NCBJ is currently engaged in the development of the High-Temperature Gas-cooled Reactor (HTGR) project. The technical description of the facility is being prepared as part of a grant from the Polish Ministry of Education and Science. The initial outcome of this project is the conceptual design, which was was finished in December 2022 and publically announced  in June 2023. According to the team from the Division of Nuclear Energy and Environmental Analyses at the National Center for Nuclear Research, the HTGR-POLA reactor, utilizing helium as a coolant, will provide a thermal power output of 30 MWth (thermal).

The basic technical parameters of the HTGR-POLA are as follows:

  • The reactor core is of the prismatic type, composed of hexagonal blocks. Graphite will serve as the moderator.
  • The reactor will utilize TRISO fuel with preliminary range of 8-12% enrichment (HALEU – High-Assay Low-Enriched Uranium). Detailed specifications will be determined during the development of the basic design, after conducting final simulations.
  • The maximum thermal power output of the reactor is 30 MWth.
  • The reactor will operate in an open fuel cycle. The primary cooling circuit will employ forced circulation helium at a pressure of 6 MPa. The helium temperature at the outlet of the reactor will be 750 ⁰C, while at the inlet, it will be 325 ⁰C. The reactor will feature a secondary water-steam cooling circuit operating at a pressure of 13.8 MPa.
  • The external dimensions of the reactor pressure vessel are 4.1 m in diameter and 12.3 m in height.
  • Both passive and active safety systems will be implemented.
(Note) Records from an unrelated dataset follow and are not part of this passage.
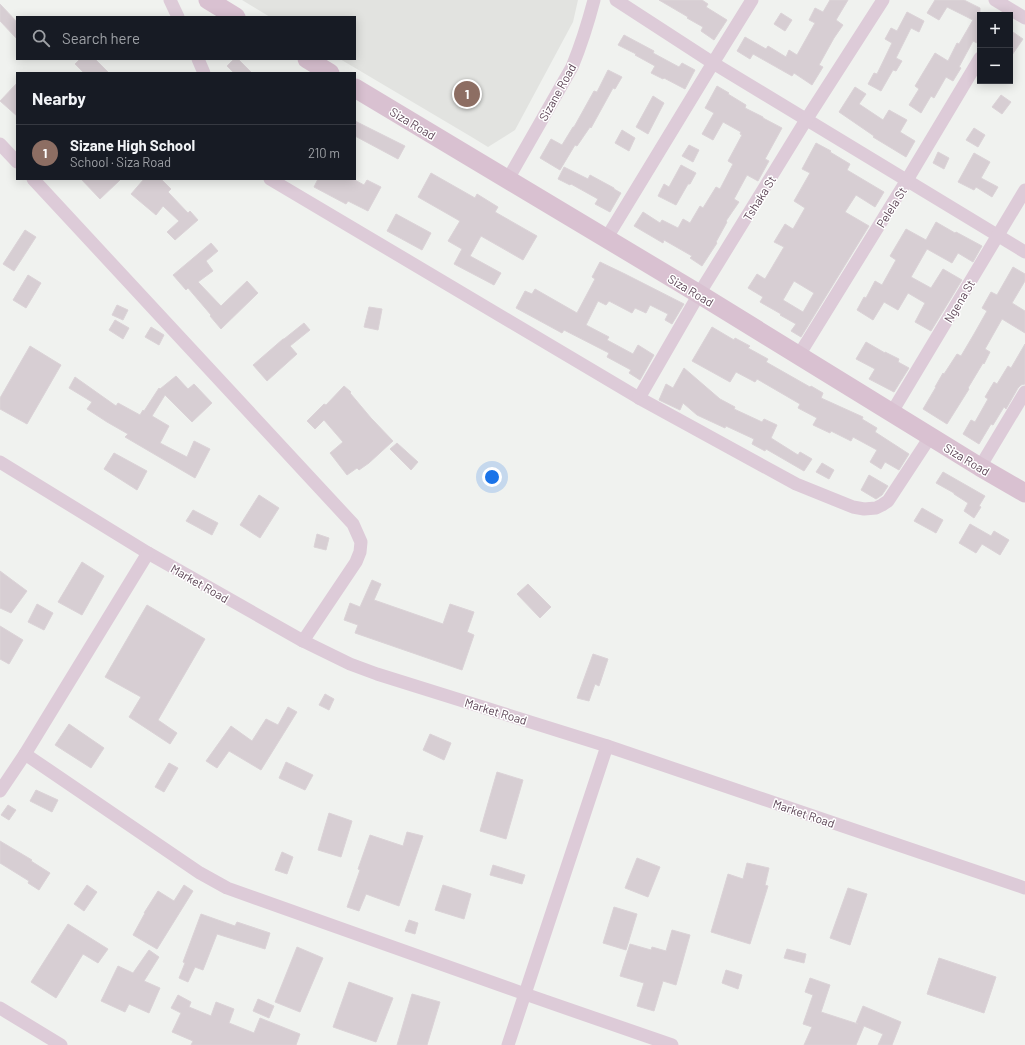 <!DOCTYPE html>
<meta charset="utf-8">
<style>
body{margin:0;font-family:Barlow,sans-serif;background:#242831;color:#f1f3f6}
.controls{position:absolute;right:12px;top:12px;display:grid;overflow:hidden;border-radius:0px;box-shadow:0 2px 10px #0003}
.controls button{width:36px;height:36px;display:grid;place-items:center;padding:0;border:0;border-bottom:1px solid #363941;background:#171b24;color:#f1f3f6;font:20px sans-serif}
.you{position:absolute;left:492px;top:477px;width:14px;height:14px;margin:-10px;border:3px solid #fff;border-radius:50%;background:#1a73e8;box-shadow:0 0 0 6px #1a73e833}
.badge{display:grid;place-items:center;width:26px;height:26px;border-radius:50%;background:#ea580c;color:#fff;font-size:13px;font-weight:700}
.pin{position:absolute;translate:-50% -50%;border:2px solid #fff;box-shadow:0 1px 4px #0006}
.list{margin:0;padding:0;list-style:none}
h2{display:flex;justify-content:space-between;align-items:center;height:52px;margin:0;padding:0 16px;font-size:17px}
h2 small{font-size:13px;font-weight:400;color:#9ea1a6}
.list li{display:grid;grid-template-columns:26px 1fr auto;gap:12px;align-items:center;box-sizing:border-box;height:56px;padding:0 16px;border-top:1px solid #363941}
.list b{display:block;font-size:15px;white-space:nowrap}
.list p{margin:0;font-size:13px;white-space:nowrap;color:#9ea1a6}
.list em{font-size:13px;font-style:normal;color:#9ea1a6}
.icon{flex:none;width:22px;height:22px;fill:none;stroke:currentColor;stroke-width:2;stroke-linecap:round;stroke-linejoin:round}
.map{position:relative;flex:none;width:1025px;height:1045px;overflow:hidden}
.search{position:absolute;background:#171b24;box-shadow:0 2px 10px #0003;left:16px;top:16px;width:340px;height:44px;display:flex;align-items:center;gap:10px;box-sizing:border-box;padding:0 14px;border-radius:0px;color:#9ea1a6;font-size:15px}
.panel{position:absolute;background:#171b24;box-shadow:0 2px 10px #0003;left:16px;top:72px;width:340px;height:108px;border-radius:0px}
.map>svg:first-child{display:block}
.education{fill:#e2e3e0}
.building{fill:#d7ced3;stroke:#dbd3d7;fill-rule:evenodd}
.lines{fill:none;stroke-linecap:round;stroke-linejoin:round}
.street{stroke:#ddcbd8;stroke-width:13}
.secondary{stroke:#d9c1d1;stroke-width:19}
.labels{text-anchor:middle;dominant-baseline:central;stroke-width:3;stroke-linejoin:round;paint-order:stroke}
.street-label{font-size:12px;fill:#5e4657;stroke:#fff}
</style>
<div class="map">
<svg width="1025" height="1045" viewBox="0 0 1025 1045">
<rect width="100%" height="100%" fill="#f0f2ef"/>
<!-- education -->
<polygon class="education" points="242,0 578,0 573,22 515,130 488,147 470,136 340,59 355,59 355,17 270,17"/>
<!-- building -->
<g class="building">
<polygon points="659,0 702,0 708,4 706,7 727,20 714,40 701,31 703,27 687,18 688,17"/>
<polygon points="830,0 848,0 836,20 843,25 834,38 819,65 823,67 812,85 794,73 792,76 753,54 750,59 737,51 745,37 766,49 768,46 786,57 789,50 797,55 815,23 809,20 815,8 823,12"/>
<polygon points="935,0 964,0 980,8 980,37 977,43 973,41 959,67 961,68 953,81 946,77 934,98 931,96 921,113 909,105 919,89 915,86 935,53 948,61 957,43 959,44 973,20 947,7 939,20 927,13"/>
<polygon points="0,4 17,22 17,39 0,21"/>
<polygon points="907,12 924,21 919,32 911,28 896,58 902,61 896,71 893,70 881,91 868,84 874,73 877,74 892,43 885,39 891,28 897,31"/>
<polygon points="781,13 792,20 785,31 774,24"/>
<polygon points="1010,30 1023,39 1010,58"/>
<polygon points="624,35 654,51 653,53 679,67 682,63 695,70 685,89 664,78 663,79 651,73 655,66 635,55 636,54 618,45"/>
<polygon points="80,59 95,59 109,73 84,73 75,64"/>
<polygon points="234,59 238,59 252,73 234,73 227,66"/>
<polygon points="608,70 622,77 615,89 613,88 591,128 590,127 577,146 575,145 560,170 540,158 551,139 562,145 573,127 574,127 594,91 597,92"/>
<polygon points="17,83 17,116 0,101"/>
<polygon points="717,86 729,93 728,94 746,105 745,108 763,117 763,118 782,128 765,159 769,161 758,181 747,175 734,199 739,202 726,221 727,222 716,242 717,243 702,266 690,258 692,256 664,240 663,243 634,226 643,212 660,223 662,220 678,228 683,219 690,223 700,206 703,208 716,187 720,189 733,164 728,161 742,135 740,134 741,132 723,122 713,140 702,134 714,113 705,108"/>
<polygon points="855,87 866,94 859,104 883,120 889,110 907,120 900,132 915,141 906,157 873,137 874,136 839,112"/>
<polygon points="1001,95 1011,102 1002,114 992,107"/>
<polygon points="653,96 664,103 648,134 636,127"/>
<polygon points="355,121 405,146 398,159 355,136"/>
<polygon points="974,128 985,135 978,147 966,140"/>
<polygon points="622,130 635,138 629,151 615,143"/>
<path d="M816 143 831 151 830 152 850 164 847 170 884 192 875 207 856 195 845 212 869 226 801 337 791 331 796 324 780 315 781 314 760 302 763 297 748 288 757 274 765 279 784 247 774 242 785 224 793 229 805 208 794 201 810 173 802 169ZM794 281 814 293 803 312 783 300Z"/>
<polygon points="689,145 699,150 693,162 682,156"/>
<polygon points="938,152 949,158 944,169 933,163"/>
<polygon points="974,153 990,162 981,178 998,187 992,197 976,187 974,190 958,182"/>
<polygon points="681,165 696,173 690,184 688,184 676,205 658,196 664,184 669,187"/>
<polygon points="564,167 588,179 590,175 614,188 614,189 621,193 610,212 595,204 598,199 571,184 570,185 558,179"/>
<polygon points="431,173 475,198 477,194 498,207 495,212 537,236 523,260 481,236 470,256 501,273 494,285 454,264 462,249 448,241 460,221 418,197"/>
<polygon points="81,179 121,179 100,199"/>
<polygon points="144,179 161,179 171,189 168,192 188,213 190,211 198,220 175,240 167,232 179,221 163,206 156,215 131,194"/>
<polygon points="318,179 353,179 364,185 367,180 381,187 368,211 348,201 346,204 314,187"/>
<polygon points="396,214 431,233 422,250 387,231"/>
<polygon points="936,222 955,233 956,232 982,246 973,262 958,253 952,263 927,249 911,277 931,288 943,269 962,280 931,331 915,322 925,303 908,293 898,310 884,302 873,320 857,310 864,297 866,298 875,281 882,285 896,260 890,256 906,229 926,240"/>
<polygon points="25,230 36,237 14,271 3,264"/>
<polygon points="211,243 218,251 206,261 213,271 198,282 221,306 247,281 258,293 221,329 210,316 211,315 188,288 186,290 173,275"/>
<polygon points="600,262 625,274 684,304 672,324 665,320 668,314 650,305 646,313 635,308 632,313 609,301 606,305 598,301 586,325 609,337 607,340 633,354 638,345 654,355 640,380 629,373 631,370 607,357 609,353 564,330 562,333 516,308 525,291 532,294 535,289 577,313 595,279 592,277"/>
<polygon points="1013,267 1025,274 1025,281 1012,303 1025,311 1025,333 1002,319 985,349 990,352 984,364 983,363 968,388 969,389 947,424 923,409 936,387 935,387 943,373 944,374 957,354 961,356 974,334 987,311 982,308 991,292 997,295"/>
<polygon points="28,275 41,283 26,308 13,300"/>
<polygon points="117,305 128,310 123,320 112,315"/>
<polygon points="369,307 382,309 378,330 364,327"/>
<polygon points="115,320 129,328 123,339 109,330"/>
<polygon points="304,323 310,330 290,346 297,354 267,381 253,365 283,339 284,339"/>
<polygon points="151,327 164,335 159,345 145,337"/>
<polygon points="712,327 734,340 735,338 750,346 748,348 768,359 766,362 810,387 811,386 823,393 821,398 863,417 862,419 877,428 875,432 909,454 899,470 885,462 881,469 870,462 877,450 853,437 851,441 831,431 830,433 813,425 817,418 798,408 800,404 757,379 755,382 736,372 730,382 692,361"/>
<polygon points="866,342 885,353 885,352 899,359 898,362 909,368 894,392 869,379 875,369 856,359"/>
<polygon points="1025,344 1025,384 1021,385 1018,388 1006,409 1004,407 993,425 991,424 979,444 963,434 971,420 975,422 988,399 985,397 994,382 997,384 1008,366 1011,368"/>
<polygon points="30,346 61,365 27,424 0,409 0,398"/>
<polygon points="684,368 720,399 735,407 734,409 762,422 764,419 777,425 771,438 798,455 800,452 812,459 804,471 766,449 765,451 752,444 754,439 726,426 725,428 697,415 683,403 680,410 659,400 666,384 673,388"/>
<polygon points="176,376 188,389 194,384 212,403 192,422 165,395 152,416 169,426 160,443 187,457 194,441 210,449 195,478 125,437 128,434 107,422 87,409 92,402 69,388 75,377 116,406 118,403 140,415 143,410 144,411 159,388 160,389"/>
<polygon points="344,386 351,392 350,393 371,418 393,441 369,463 359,470 357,468 347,475 330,453 343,442 324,420 315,429 307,421 324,404 326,405"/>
<polygon points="397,443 418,462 411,470 390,449"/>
<polygon points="114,453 147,471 137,490 104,469"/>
<polygon points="822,463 834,470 829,479 816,472"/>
<polygon points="943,472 985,496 979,506 981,507 974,518 964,511 968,503 954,494 954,493 936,483"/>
<polygon points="869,475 888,486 882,495 876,499 861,490"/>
<polygon points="259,495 279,508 260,538 240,525"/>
<polygon points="922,508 943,520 936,533 914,521"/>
<polygon points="193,510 218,523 212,535 186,521"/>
<polygon points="970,524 991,536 994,531 1009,540 1000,555 982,544 976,553 959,543"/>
<polygon points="317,534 329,538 326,550 314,547"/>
<polygon points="82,562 104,576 82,615 58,602"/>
<polygon points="0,571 27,591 11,613 0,608"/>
<polygon points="372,580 381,584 374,600 443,624 450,604 474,612 467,632 474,635 462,670 355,633 358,625 344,620 350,603 360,607"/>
<polygon points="528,584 551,607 540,618 517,594"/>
<polygon points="37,604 53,613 44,630 28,622"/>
<polygon points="147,605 205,639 158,720 177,733 170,744 129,717 141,697 105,677"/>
<polygon points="0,626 23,640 9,664 0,659"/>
<polygon points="593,654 608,659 599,686 595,684 589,701 577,698"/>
<polygon points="325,694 334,699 329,710 319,705"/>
<polygon points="288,707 297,712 261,770 229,751 217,768 206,761 231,726 252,741 266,719 278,725"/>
<polygon points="69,724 104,748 91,768 55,745"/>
<polygon points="430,734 451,743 444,760 423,750"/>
<polygon points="286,762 313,775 305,790 279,778"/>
<polygon points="169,763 178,768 164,792 155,787"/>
<polygon points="497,772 523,780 506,839 480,831"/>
<polygon points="36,790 58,800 52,812 30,801"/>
<polygon points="8,805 16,810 9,820 1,815"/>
<polygon points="329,813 352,821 341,857 318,850"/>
<polygon points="407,832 423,836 399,906 366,894 359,911 347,907 360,870 358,869 370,835 403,846"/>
<polygon points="0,841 32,860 31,861 50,873 39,890 28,883 29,881 0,863"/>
<polygon points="282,852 293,857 287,874 275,870"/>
<polygon points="637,858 660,867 648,897 625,888"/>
<polygon points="747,863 769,868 765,885 768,886 750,944 711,932 728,874 743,879"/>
<polygon points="493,865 525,875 522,884 490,875"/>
<polygon points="87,885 97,892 84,911 74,904"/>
<polygon points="184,885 193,891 157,949 133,935 145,913 144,913 158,891 174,901"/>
<polygon points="443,885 471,894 464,919 435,910"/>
<polygon points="848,888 867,894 850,945 830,938"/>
<polygon points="614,907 637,914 626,950 603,943"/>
<polygon points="201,914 235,926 237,922 270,933 265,949 217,934 203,970 195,967 188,982 179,978 185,963 183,962"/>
<polygon points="409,920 418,923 415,934 405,931"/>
<polygon points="68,924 108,949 98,963 83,954 56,998 31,982"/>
<polygon points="672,930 690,935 676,985 663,981 654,1011 637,1006 644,983 620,976 630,944 651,950 652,947 666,951"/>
<polygon points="297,947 323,958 300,1012 275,1002"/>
<polygon points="787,949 806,954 804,963 784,958"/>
<polygon points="149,950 159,957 144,981 160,988 149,1013 129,1004 125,1012 101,1001 118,966 133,973"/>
<polygon points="939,958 996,977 984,1013 927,994"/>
<polygon points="726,970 742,975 738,989 722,983"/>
<polygon points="810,978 830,985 821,1012 858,1024 856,1023 863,1006 901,1022 892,1045 878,1045 883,1034 864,1026 856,1045 804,1045 812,1027 803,1024 813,995 805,992"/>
<polygon points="349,982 393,998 376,1042 333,1027"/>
<polygon points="412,994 440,1002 427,1045 397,1045"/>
<polygon points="178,995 191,1002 189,1007 211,1016 216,1002 234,1009 229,1023 254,1033 260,1018 300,1034 296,1045 191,1045 193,1041 172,1032 181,1013 171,1008"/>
<polygon points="258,999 274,1006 269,1018 253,1011"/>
</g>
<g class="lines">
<!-- street -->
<g class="street">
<polyline points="170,0 178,17"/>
<polyline points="616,0 713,63 1025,252"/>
<polyline points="995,0 1025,18"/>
<polyline points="198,59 204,73"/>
<polyline points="0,144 17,162"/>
<polyline points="33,179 353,524 361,542 360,552 356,562 303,641"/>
<polyline points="270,179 639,398 796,484 853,507 864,509 876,508 882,505 888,501 930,437"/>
<path d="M508 179 572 67C581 45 588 23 594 0"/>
<polyline points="606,239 713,63 752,0"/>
<polyline points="799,355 907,180 980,58"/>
<polyline points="639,398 699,294 806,120 883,0"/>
<polyline points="892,412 1025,190"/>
<polyline points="0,462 148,553 303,641 350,664 377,674 607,746 1025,888"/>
<polyline points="980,467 1025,392"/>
<polyline points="25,754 200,873 227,888 525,994 672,1045"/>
<polyline points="0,791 25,754 148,553"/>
<polyline points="0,1008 61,1045"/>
<polyline points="508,1045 607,746"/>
</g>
<!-- secondary -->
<g class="secondary">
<polyline points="208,0 236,17"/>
<polyline points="307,59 330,73"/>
<polyline points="355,88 699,294 980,467 1025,493"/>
</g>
</g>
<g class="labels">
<!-- street labels -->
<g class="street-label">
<text transform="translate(557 92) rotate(-61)">Sizane Road</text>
<text transform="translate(413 123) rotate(31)">Siza Road</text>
<text transform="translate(759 198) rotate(-58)">Tshaka St</text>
<text transform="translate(891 207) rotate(-58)">Pelela St</text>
<text transform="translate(691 290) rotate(31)">Siza Road</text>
<text transform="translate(959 301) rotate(-59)">Ngena St</text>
<text transform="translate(967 459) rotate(31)">Siza Road</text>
<text transform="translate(200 583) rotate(30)">Market Road</text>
<text transform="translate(496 711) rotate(17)">Market Road</text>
<text transform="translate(804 813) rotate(19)">Market Road</text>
</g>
</g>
</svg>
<div class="controls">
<button>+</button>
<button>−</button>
</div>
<div class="you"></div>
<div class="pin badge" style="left:467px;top:94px;background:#8d6e63">1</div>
<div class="search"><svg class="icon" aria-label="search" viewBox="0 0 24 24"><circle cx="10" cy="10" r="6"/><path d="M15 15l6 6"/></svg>Search here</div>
<section class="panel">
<h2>Nearby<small></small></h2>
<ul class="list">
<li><span class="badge" style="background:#8d6e63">1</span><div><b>Sizane High School</b><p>School · Siza Road</p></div><em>210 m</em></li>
</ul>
</section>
</div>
Reactivity control will be achieved through a specific system of control elements (rods), the use of reactivity reducing materials (poisons) permanently housed in the fuel blocks, and reserve reactivity reducing capsules.
  • Cogeneration operation is possible, with a maximum gross electric power output of 10 MWe and the capability to produce high-temperature steam at 540 ⁰C.
  • For industrial processes, the reactor can deliver 17 MWth with a maximum capacity of 25 t/h, and it can generate low-temperature steam for municipal purposes at maximum 16.5 MWth.
  • The planned lifetime of the reactor is 60 years.

The project is being developed in collaboration with the Japan Atomic Energy Agency (JAEA), which possesses its own HTTR gas-cooled high-temperature reactor. The conceptual design serves as the starting point for the development of the basic design which is now processing, and will include safety analyses and tests of the reactor's construction materials.


Research HTGR project

Operational and Safety Analyses of Nuclear Reactors, and Environmental Impact Studies

Scientists at NCBJ are developing computational tools for safety analyses and optimization of the operation of light-water power and research reactors, as well as high-temperature reactors. They conduct operational and safety analyses and prepare safety assessments for nuclear power plants. Their research also encompasses thermal-hydraulic issues, fuel cycles, fuel recycling and transmutation, and severe accidents. The dedicated Hazard Analysis Center MANHAZ specializes in advanced Computational Fluid Dynamics (CFD) simulations, modeling the dispersion of contaminants in the environment, inverse problem-solving, probabilistic safety analyses, and reliability analyses especially for HTR. The MARIA reactor serves as a testing ground for some nuclear reactor analyses conducted at NCBJ.